Rappel à l’ordre

Quand le chez-soi peut devenir le temple de l’ennui qu’infligent les coupures d’eau et d’électricité, on croit que sortir est synonyme de répit ou de délivrance. Mais dehors, c’est la dure loi (ou l’anarchie) de la jungle qui prend possession de la ville. Une fois le corps dehors, les sens sont torturés par différentes nuisances qui les attaquent en tout temps et en tout lieu, une quasi-ubiquité mortifère. 

“L’enfer, c’est les autres” écrivait Jean-Paul Sartre. Expérimenter cette affirmation est aisé quand les journées se résument à subir la visite forcée des galeries des œuvres de la saleté : les crachats, les autres impuretés solides et liquides qui pourrissent l’air auquel a été confiée la tâche ingrate consistant à propager les pollutions sonores, des phénomènes engendrés par un incivisme qui semble incurable. Et dans ce chaos où la cacophonie régente les heures, les embouteillages entonnent leurs chants, les différents hymnes de l’ennui qui ronge les secondes éreintantes passées sur les routes. 
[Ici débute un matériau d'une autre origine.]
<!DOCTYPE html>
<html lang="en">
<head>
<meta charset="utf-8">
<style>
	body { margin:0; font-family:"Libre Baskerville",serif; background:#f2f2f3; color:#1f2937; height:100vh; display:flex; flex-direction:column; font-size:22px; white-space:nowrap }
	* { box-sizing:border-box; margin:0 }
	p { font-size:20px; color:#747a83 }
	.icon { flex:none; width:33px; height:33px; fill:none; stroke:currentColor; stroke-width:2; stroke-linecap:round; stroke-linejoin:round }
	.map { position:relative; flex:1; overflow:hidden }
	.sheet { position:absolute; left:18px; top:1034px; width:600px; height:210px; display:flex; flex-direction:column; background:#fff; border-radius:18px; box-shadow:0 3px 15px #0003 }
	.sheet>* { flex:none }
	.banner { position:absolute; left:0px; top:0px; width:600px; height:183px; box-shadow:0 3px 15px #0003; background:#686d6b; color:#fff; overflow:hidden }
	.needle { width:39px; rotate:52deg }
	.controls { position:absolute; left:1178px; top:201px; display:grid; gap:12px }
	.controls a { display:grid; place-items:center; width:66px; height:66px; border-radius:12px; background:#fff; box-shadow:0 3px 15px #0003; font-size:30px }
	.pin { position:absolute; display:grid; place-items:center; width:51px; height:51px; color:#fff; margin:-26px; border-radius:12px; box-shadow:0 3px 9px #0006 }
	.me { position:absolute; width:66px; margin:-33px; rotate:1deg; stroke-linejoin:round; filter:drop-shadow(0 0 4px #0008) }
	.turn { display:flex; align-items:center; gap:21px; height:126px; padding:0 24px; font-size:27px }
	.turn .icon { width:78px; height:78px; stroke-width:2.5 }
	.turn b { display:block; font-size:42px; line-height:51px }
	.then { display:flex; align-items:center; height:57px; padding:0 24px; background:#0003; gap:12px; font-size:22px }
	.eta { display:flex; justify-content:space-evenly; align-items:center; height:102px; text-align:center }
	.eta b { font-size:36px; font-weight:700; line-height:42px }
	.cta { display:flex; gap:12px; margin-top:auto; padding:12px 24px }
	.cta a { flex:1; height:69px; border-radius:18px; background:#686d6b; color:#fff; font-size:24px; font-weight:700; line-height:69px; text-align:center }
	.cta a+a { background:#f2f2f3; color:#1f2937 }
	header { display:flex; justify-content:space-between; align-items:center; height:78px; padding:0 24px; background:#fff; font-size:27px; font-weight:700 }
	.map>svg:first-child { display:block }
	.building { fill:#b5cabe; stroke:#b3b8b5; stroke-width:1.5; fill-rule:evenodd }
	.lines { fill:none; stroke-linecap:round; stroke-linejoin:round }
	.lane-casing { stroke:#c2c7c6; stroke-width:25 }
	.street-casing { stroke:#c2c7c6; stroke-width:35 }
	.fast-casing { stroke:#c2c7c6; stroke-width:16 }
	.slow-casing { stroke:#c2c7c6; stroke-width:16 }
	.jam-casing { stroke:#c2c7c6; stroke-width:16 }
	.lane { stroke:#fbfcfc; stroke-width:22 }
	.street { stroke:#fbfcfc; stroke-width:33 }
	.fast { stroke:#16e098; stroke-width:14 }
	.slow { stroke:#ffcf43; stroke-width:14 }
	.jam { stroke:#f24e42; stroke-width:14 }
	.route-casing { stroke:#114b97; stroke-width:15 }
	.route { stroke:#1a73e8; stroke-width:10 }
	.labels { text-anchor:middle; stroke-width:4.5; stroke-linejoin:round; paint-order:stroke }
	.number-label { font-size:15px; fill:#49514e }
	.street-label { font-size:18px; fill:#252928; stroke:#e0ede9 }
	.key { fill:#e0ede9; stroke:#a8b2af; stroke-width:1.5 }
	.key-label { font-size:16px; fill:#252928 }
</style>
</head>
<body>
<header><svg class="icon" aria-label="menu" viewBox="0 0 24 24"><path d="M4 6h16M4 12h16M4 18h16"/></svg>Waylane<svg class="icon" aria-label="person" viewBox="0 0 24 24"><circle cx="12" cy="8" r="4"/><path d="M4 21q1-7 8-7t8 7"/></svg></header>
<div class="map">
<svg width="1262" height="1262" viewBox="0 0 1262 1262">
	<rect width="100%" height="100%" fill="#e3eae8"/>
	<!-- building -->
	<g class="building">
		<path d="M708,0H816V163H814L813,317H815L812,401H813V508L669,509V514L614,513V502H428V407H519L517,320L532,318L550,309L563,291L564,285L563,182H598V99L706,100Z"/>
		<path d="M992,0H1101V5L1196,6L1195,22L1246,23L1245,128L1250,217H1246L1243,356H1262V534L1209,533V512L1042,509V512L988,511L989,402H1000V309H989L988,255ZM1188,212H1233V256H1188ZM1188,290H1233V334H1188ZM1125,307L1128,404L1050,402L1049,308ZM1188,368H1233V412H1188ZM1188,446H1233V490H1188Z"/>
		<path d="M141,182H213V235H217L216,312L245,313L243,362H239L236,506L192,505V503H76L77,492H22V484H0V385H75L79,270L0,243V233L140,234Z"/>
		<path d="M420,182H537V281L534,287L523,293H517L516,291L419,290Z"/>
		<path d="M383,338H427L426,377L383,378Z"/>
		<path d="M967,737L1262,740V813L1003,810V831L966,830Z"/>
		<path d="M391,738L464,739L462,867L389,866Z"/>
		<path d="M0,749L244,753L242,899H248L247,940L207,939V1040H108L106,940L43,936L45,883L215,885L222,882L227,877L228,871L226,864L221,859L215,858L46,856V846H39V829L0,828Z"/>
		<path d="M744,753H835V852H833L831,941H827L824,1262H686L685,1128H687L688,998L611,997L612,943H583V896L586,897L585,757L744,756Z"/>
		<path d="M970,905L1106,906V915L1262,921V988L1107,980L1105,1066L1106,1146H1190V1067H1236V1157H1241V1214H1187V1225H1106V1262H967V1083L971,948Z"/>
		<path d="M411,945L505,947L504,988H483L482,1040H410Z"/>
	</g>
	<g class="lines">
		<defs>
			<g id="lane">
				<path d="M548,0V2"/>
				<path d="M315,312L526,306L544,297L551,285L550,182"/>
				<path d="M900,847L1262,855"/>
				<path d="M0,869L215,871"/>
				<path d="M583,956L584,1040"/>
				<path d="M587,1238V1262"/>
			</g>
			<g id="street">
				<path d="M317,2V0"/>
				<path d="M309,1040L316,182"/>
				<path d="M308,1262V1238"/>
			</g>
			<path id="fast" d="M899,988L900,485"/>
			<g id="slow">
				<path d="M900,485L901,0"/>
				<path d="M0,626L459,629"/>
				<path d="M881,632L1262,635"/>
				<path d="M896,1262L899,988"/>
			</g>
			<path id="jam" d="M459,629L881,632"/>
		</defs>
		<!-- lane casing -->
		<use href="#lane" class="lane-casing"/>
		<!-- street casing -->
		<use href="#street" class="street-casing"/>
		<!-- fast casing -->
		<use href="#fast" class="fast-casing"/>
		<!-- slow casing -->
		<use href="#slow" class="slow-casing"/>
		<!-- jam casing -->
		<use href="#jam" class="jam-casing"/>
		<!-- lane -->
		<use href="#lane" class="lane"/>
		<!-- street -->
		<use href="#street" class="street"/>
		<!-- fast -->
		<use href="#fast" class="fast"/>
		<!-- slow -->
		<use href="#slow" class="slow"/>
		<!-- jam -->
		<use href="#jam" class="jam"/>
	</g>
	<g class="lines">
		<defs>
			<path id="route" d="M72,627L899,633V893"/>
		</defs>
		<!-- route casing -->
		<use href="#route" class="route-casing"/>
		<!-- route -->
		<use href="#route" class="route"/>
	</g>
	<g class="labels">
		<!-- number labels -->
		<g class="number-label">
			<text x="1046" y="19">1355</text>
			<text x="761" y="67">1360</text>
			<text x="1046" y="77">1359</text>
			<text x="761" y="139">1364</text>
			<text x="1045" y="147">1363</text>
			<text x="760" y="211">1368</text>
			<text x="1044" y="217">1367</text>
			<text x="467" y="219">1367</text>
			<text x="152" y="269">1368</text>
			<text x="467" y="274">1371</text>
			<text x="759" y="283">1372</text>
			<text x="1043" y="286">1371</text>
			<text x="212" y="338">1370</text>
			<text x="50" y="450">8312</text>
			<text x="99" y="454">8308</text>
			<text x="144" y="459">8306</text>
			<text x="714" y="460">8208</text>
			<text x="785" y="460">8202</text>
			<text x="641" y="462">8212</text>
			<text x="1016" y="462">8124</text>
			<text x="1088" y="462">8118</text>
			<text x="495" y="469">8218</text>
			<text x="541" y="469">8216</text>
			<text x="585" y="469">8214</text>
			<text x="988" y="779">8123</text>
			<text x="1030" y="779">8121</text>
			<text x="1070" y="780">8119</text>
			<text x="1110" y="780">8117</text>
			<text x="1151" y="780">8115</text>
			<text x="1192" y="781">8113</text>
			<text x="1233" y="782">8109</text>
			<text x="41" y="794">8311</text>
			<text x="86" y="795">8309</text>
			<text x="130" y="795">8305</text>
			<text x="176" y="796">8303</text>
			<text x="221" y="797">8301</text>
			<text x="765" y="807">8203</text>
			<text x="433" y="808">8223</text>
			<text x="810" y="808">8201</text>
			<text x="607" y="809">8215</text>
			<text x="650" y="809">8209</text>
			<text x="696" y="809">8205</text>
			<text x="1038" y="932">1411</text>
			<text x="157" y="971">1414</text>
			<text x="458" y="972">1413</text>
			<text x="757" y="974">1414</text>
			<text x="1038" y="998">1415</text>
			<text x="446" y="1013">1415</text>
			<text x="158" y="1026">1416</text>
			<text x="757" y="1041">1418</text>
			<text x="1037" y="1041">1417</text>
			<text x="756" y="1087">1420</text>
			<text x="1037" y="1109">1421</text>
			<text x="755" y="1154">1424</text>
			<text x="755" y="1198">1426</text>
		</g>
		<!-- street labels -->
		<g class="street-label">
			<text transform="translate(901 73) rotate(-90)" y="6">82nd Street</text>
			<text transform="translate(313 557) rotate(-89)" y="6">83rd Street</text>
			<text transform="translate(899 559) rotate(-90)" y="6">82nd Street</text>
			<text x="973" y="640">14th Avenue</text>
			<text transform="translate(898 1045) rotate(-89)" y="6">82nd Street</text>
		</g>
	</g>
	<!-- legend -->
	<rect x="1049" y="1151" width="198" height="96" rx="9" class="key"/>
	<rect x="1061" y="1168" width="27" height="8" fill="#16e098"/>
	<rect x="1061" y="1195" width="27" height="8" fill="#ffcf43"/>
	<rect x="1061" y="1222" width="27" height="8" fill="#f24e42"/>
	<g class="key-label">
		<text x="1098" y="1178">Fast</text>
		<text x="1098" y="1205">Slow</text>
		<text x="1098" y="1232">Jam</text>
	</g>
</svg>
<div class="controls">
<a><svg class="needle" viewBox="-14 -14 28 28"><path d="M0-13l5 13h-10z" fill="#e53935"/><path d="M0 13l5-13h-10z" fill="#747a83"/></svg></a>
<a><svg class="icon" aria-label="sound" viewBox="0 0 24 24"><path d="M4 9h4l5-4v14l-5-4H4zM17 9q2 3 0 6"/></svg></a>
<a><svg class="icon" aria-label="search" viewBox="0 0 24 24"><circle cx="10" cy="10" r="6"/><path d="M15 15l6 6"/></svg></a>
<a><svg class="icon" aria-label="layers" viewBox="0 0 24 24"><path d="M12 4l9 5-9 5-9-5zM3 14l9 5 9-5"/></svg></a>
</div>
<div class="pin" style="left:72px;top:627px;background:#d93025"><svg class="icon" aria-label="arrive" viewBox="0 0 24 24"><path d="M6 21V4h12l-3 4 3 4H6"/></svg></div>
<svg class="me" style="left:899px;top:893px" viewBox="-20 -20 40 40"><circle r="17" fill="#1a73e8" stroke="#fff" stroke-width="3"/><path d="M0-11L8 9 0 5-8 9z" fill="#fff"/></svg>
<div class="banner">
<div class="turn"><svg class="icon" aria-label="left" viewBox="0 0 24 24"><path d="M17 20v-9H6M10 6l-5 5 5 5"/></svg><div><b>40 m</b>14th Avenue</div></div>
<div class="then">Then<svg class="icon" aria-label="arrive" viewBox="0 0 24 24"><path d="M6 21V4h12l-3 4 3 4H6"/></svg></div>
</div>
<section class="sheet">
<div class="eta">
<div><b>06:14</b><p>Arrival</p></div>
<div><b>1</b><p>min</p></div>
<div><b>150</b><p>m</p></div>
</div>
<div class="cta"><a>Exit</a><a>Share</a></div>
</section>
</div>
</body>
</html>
Thomas Hobbes a bien vu qu’à l’état de nature, quand on échappe au gouvernement des lois, l’homme est, selon la célèbre phrase de l’auteur comique latin Plaute, “un loup pour l’homme”. Quand les lois peinent à s’imposer, doit-on encore s’étonner de la dégradation continue de notre environnement défiguré en permanence par les actes inciviques, qui peuvent s’exprimer librement quand les lois sont bâillonnées. Étant soumis et assujettis aux différents maux évoqués, on peut encore plus comprendre Rousseau qui a écrit que “il n’y a pas de liberté sans loi.” Et seules les lois peuvent encore nous sauver, nous guérir de cet état critique. Les lois sont les remèdes qui ne demandent qu’à être appliqués. 

Selon toujours les écrits de Thomas Hobbes, un pouvoir qui parvient à s’imposer est nécessaire pour bloquer la prise de pouvoir de l’anarchie et empêcher l’apogée de la violence. Le chemin qui y mène passe par le passage obligé de la possibilité pour les lois de s’affirmer et de se faire respecter. C’est donc une des recettes qu’une société qui aspire à l’ordre peut adopter. Les lois ont le pouvoir de métamorphoser cet état de guerre permanent, à condition qu’on les laisse agir. Les lois qui sont assommées par l’excès d’incivisme demandent à être relevées et à être soutenues. 

Les volontés particulières doivent, de temps en temps, s’effacer devant la volonté générale, si chère à Rousseau, le bien de toute la société qui demande que les lois le protègent, des lois actives qui demandent à avoir la capacité d’agir.